⟨

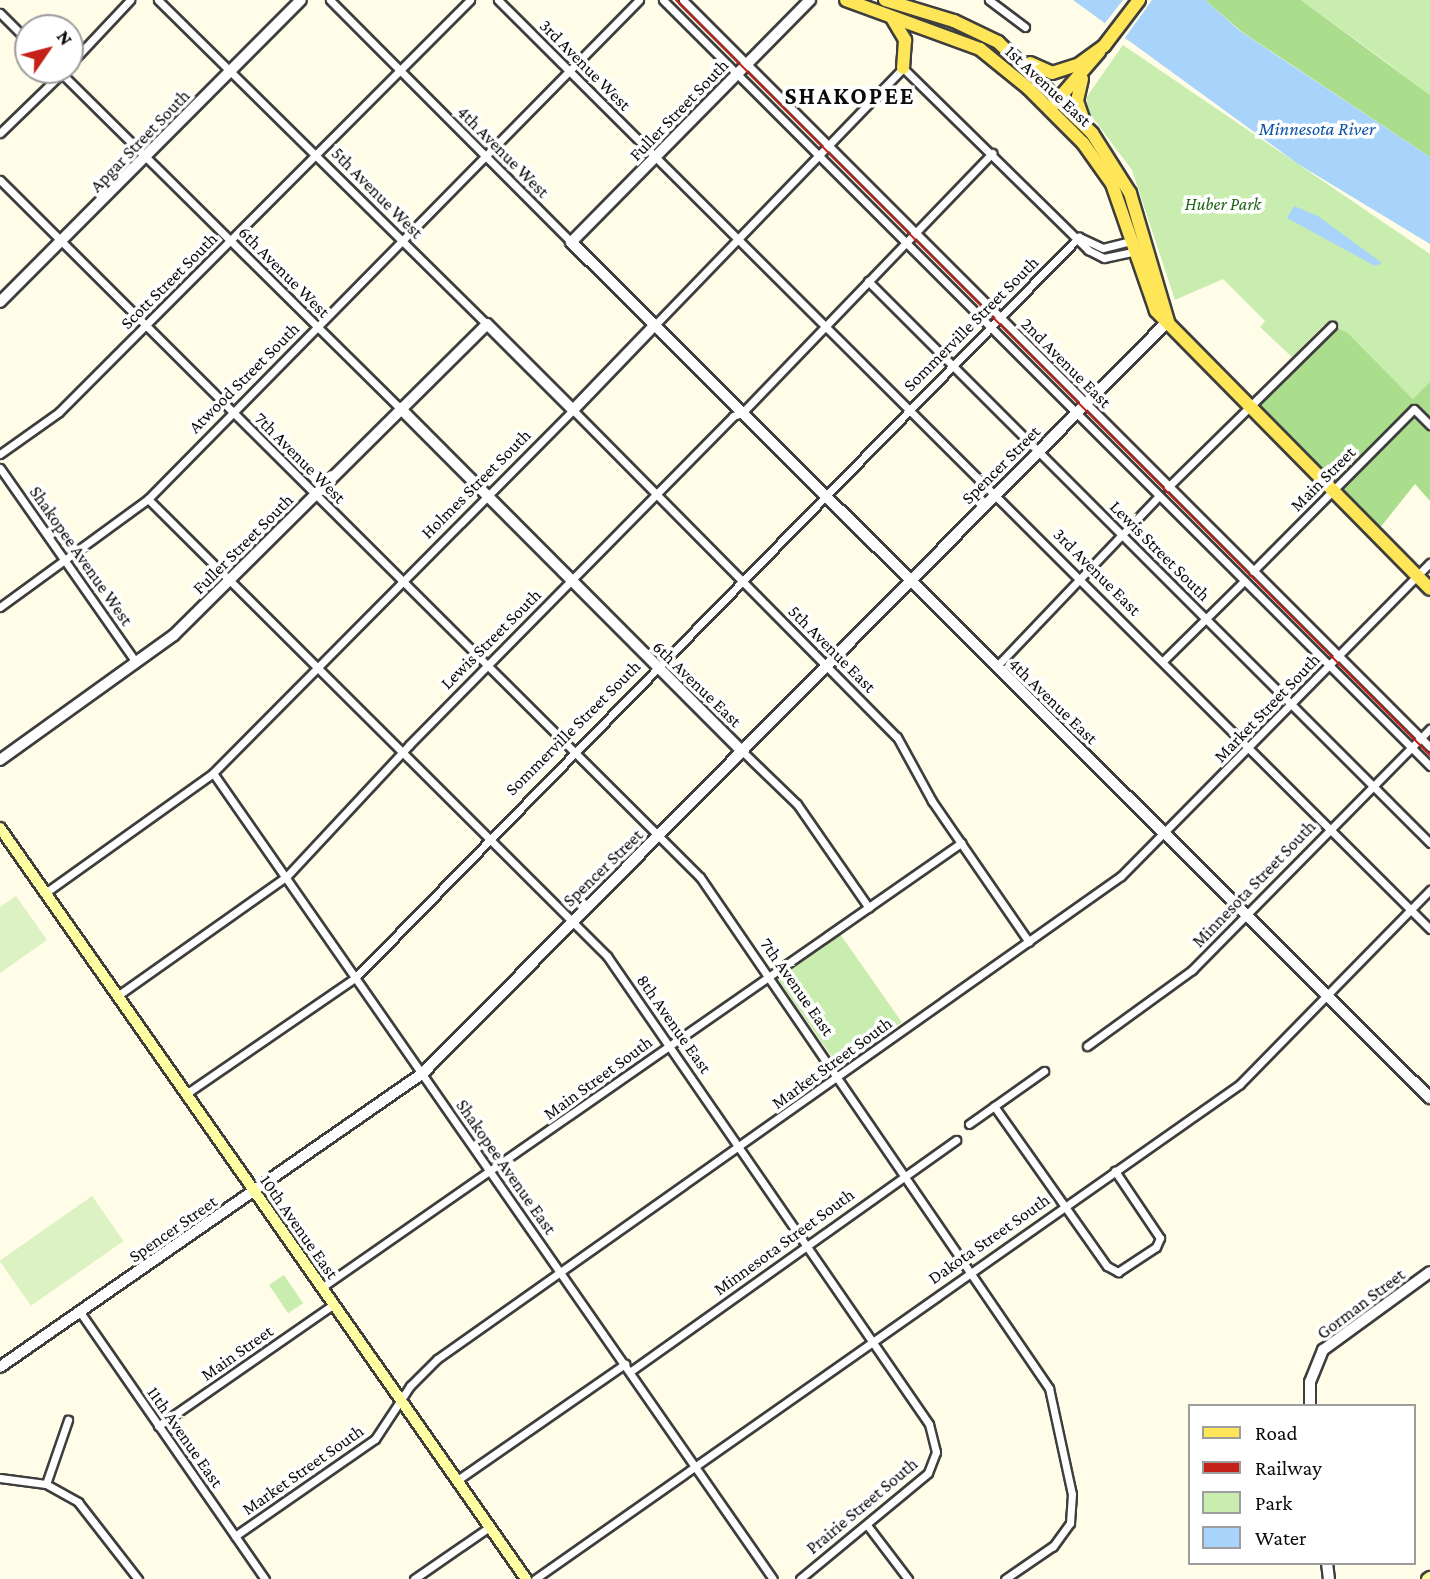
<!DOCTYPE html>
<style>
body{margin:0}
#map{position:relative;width:1430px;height:1579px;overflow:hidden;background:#fffde8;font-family:"Crimson Pro",serif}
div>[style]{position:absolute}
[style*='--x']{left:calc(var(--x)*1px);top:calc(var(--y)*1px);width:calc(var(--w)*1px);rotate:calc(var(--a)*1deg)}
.green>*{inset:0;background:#c9ecaf;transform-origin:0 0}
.forest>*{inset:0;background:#aade8d}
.pitch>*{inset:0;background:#ddf2c2;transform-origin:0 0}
.water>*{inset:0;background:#a8d4fb}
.pier>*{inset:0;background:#fffde8}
.roads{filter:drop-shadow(2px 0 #3e3e3e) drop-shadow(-2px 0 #3e3e3e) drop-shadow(0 2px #3e3e3e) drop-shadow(0 -2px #3e3e3e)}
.minor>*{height:7px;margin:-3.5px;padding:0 3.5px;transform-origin:3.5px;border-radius:3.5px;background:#fff}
.tertiary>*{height:10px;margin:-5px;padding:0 5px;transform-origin:5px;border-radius:5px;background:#fff}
.secondary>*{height:10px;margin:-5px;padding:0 5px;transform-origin:5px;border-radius:5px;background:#fffea3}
.primary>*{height:12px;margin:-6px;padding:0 6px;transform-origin:6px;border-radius:6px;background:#ffe658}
.rail>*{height:2px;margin:-1px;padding:0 1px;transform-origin:1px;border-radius:1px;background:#c42119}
span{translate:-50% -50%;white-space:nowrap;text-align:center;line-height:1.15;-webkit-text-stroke:7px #fff;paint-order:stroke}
.street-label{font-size:18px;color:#0b0b0b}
.park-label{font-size:18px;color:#206617;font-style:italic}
.water-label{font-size:19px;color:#0c53a4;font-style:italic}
.district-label{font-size:24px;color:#0b0b0b;font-weight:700;letter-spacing:2px}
.legend{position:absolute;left:1188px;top:1404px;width:228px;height:161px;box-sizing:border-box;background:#fff;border:2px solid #9d9d9d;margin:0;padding:9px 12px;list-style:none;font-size:21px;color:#0b0b0b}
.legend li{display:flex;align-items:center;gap:14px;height:35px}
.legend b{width:35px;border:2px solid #9d9d9d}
.north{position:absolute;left:14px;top:14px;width:70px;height:70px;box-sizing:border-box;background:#fff;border:2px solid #9d9d9d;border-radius:50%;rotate:55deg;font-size:19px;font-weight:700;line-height:28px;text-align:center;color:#0b0b0b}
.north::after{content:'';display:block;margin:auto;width:24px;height:32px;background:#c42119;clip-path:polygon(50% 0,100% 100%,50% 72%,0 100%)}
</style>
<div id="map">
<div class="green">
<div style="clip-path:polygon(1301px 0,1430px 0,1430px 95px,1385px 61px)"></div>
<div style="clip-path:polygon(1123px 45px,1430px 254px,1430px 416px,1348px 333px,1324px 325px,1292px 357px,1260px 327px,1265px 321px,1223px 279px,1175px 300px,1132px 170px,1090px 114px,1086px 98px)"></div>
<div style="left:840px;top:934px;width:108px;height:77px;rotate:55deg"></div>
<div style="left:284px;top:1275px;width:34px;height:18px;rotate:56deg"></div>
</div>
<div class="forest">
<div style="clip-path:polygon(1205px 0,1301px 0,1430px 95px,1430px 157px,1242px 32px)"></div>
<div style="clip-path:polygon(1332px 326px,1348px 333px,1413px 399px,1430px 382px,1430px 501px,1415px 484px,1375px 534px,1247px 406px)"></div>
</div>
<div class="pitch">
<div style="clip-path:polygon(16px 896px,47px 940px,0 973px,0 907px)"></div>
<div style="left:92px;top:1196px;width:55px;height:113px;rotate:55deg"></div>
</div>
<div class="water">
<div style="clip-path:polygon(1073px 0,1205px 0,1240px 31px,1430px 157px,1430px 244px,1298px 164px)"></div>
<div style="clip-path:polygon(1294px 206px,1318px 216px,1382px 263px,1375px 266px,1287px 218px)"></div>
</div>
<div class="pier">
<div style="clip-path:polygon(1123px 0,1152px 0,1122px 42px,1102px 27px)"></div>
</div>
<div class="roads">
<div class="minor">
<div style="--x:158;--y:0;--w:462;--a:44.6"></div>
<div style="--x:330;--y:0;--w:342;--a:45.1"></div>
<div style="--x:498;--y:0;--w:1316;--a:44.91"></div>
<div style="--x:663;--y:0;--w:1084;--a:44.96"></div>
<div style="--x:683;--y:0;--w:1056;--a:45"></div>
<div style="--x:989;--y:0;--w:45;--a:36.9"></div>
<div style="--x:0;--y:13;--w:40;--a:45"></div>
<div style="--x:70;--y:64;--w:88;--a:-46.8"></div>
<div style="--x:58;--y:70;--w:481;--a:44.7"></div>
<div style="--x:0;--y:133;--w:89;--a:-44.1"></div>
<div style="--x:0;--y:180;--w:988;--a:44.88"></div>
<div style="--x:700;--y:877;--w:619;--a:55.67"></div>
<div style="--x:1049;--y:1388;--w:108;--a:77.8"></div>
<div style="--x:1072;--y:1494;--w:29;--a:94"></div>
<div style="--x:1070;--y:1523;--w:29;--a:126"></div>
<div style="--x:1053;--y:1546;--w:58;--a:145.5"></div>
<div style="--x:1079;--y:237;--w:26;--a:25"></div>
<div style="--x:1103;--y:248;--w:32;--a:-14"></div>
<div style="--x:868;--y:281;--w:795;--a:45"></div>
<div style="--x:653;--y:327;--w:360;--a:-46"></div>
<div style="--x:903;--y:68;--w:260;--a:44.5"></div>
<div style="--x:1088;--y:250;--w:18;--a:27"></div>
<div style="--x:1104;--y:258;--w:33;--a:-12"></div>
<div style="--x:0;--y:454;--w:72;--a:-35.4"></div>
<div style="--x:59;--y:412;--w:582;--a:-45.07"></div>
<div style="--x:0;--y:468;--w:237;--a:55"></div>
<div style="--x:1168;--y:487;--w:230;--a:-44.5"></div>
<div style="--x:148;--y:499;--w:648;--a:44.87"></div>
<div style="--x:607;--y:956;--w:568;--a:55.47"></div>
<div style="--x:929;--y:1424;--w:29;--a:76"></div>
<div style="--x:936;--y:1452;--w:22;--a:111"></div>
<div style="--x:928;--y:1473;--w:166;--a:140.4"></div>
<div style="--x:1253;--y:571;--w:228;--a:-45.2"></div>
<div style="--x:1414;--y:409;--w:23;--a:45"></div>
<div style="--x:0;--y:607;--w:183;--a:-36.1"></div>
<div style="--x:148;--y:499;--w:700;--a:-45.46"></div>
<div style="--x:1164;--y:660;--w:112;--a:-44.6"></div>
<div style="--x:996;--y:667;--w:236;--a:-46.4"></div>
<div style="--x:741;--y:750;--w:78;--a:44"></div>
<div style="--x:797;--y:804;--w:126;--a:55.3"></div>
<div style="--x:213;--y:773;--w:981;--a:55.21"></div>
<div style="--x:45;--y:893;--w:206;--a:-35.5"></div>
<div style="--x:213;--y:773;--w:511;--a:-45.24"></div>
<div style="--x:573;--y:410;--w:460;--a:45.3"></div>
<div style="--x:897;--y:737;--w:73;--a:61.3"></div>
<div style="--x:932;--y:801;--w:171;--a:55.5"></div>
<div style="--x:117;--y:996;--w:207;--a:-35.2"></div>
<div style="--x:286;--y:877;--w:180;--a:-47"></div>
<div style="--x:409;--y:745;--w:462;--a:-45.4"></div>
<div style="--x:733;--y:416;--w:9;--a:-18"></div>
<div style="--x:742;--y:413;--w:361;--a:-46.1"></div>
<div style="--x:1087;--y:1046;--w:130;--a:-35.9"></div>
<div style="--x:1192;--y:970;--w:339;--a:-45.4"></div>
<div style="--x:186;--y:1094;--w:206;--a:-34.5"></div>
<div style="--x:356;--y:977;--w:1035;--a:-45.67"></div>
<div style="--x:994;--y:1106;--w:196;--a:54.8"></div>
<div style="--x:1107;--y:1266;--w:13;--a:29"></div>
<div style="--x:1118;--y:1272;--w:45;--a:-33.3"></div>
<div style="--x:1156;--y:1247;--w:10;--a:-66"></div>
<div style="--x:1160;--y:1238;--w:81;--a:-123.9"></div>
<div style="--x:969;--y:1124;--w:92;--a:-35.2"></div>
<div style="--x:321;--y:1288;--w:780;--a:-34.81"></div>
<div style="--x:80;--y:1312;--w:325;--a:55.3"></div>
<div style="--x:631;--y:1371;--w:399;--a:-35.4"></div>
<div style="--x:158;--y:1426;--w:213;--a:-34.7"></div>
<div style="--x:0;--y:1478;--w:46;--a:7.4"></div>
<div style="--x:46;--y:1484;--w:37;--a:29"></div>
<div style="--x:78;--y:1502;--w:98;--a:52.1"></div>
<div style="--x:456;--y:1481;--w:206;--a:-34.7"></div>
<div style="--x:46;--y:1484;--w:68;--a:-71"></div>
<div style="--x:867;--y:1525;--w:68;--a:52.8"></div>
<div style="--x:235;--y:1536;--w:170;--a:-34.7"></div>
<div style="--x:375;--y:1439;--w:64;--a:-56.6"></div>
<div style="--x:410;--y:1386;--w:38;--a:-45"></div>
<div style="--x:437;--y:1359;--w:837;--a:-35.23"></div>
<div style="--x:1121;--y:876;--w:440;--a:-45.4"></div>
<div style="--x:414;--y:1579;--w:90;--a:-34.6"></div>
<div style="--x:535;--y:1579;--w:861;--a:-35.07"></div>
<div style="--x:1240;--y:1084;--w:272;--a:-45.6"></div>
</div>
<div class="tertiary">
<div style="--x:810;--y:0;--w:340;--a:134.6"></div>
<div style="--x:571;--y:242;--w:1213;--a:44.9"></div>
<div style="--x:0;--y:302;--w:426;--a:-45.1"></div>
<div style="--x:400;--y:408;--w:482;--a:45.1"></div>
<div style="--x:0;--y:760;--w:214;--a:-35.7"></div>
<div style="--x:174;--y:635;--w:441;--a:-44.8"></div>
<div style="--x:487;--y:324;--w:122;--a:45"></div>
<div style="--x:573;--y:410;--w:115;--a:-46.1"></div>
<div style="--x:0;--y:1367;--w:515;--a:-34.8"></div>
<div style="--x:423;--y:1073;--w:1059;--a:-45.27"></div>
<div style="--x:1310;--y:1406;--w:24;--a:-90"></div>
<div style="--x:1310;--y:1382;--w:35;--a:-68"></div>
<div style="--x:1323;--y:1350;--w:132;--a:-36.1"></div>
<div style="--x:1327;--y:1563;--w:16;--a:83"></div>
</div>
<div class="secondary">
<div style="--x:0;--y:828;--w:917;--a:54.99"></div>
<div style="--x:1427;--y:1579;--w:4;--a:-34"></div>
</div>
<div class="primary">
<div style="--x:846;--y:0;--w:143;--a:20.1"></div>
<div style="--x:980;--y:49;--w:62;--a:39.1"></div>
<div style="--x:1028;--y:88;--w:78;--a:45"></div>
<div style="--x:1083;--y:143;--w:50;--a:54.7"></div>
<div style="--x:1112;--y:184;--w:134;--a:70.9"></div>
<div style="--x:1156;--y:311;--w:390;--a:45.4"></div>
<div style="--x:885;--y:0;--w:72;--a:16.9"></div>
<div style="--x:954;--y:21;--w:49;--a:25.5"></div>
<div style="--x:998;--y:42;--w:131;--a:44.1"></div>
<div style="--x:1092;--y:133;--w:71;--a:57.7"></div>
<div style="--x:1130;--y:193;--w:134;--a:73.5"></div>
<div style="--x:892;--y:18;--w:26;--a:59"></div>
<div style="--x:905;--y:40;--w:28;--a:94"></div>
<div style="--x:1030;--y:63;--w:24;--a:24"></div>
<div style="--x:1052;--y:73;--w:28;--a:-18"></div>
<div style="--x:1079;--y:64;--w:31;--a:-36"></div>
<div style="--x:1104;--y:46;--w:58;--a:-52.7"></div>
<div style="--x:1082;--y:79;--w:23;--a:103"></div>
<div style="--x:1077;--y:101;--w:18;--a:71"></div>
<div style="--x:1054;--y:104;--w:69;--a:-49.1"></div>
</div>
</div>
<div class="rail">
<div style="--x:676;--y:0;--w:1067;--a:45.04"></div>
</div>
<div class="street-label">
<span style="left:585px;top:65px;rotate:45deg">3rd Avenue West</span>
<span style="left:1048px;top:86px;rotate:43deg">1st Avenue East</span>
<span style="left:679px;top:110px;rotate:-46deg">Fuller Street South</span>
<span style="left:140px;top:141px;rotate:-46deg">Apgar Street South</span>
<span style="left:503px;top:152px;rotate:45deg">4th Avenue West</span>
<span style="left:377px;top:193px;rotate:45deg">5th Avenue West</span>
<span style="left:284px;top:272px;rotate:45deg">6th Avenue West</span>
<span style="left:169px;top:281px;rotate:-45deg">Scott Street South</span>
<span style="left:971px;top:324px;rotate:-45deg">Sommerville Street South</span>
<span style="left:1066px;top:363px;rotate:45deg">2nd Avenue East</span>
<span style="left:244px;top:378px;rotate:-45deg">Atwood Street South</span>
<span style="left:300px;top:458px;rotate:45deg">7th Avenue West</span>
<span style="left:1001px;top:465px;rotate:-45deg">Spencer Street</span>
<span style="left:1323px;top:479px;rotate:-45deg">Main Street</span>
<span style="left:476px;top:484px;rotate:-45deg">Holmes Street South</span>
<span style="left:243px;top:544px;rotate:-45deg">Fuller Street South</span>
<span style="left:1160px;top:551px;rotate:45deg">Lewis Street South</span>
<span style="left:81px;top:556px;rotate:55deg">Shakopee Avenue West</span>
<span style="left:1097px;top:572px;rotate:45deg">3rd Avenue East</span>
<span style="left:491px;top:639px;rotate:-45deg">Lewis Street South</span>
<span style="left:832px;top:649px;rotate:45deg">5th Avenue East</span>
<span style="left:697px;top:684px;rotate:44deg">6th Avenue East</span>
<span style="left:1053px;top:701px;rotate:44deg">4th Avenue East</span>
<span style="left:1267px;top:708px;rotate:-46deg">Market Street South</span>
<span style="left:573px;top:728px;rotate:-45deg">Sommerville Street South</span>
<span style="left:603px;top:868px;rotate:-44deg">Spencer Street</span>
<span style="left:1254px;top:884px;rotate:-46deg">Minnesota Street South</span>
<span style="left:797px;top:987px;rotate:55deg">7th Avenue East</span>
<span style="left:674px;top:1024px;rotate:55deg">8th Avenue East</span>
<span style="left:832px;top:1063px;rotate:-36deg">Market Street South</span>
<span style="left:598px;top:1078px;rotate:-36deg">Main Street South</span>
<span style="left:506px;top:1167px;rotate:55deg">Shakopee Avenue East</span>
<span style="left:299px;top:1227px;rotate:55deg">10th Avenue East</span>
<span style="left:173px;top:1229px;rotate:-35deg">Spencer Street</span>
<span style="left:989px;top:1239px;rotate:-35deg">Dakota Street South</span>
<span style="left:784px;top:1242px;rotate:-36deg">Minnesota Street South</span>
<span style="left:1361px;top:1304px;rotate:-37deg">Gorman Street</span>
<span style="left:237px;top:1353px;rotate:-35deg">Main Street</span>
<span style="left:185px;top:1437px;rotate:55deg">11th Avenue East</span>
<span style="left:303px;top:1470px;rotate:-35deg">Market Street South</span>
<span style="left:862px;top:1506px;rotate:-40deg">Prairie Street South</span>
</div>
<div class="park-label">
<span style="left:1223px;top:204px">Huber Park</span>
</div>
<div class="water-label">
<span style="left:1317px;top:129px">Minnesota River</span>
</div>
<div class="district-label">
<span style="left:850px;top:96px">SHAKOPEE</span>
</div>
<ul class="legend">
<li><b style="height:9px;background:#ffe658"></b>Road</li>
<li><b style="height:9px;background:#c42119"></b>Railway</li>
<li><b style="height:19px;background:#c9ecaf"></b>Park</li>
<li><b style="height:19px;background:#a8d4fb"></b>Water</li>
</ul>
<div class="north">N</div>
</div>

⟩

→ Requirement:
Pull every line containing "green" out of the material and copy it.

→ Answer to this problem:
.green>*{inset:0;background:#c9ecaf;transform-origin:0 0}
<div class="green">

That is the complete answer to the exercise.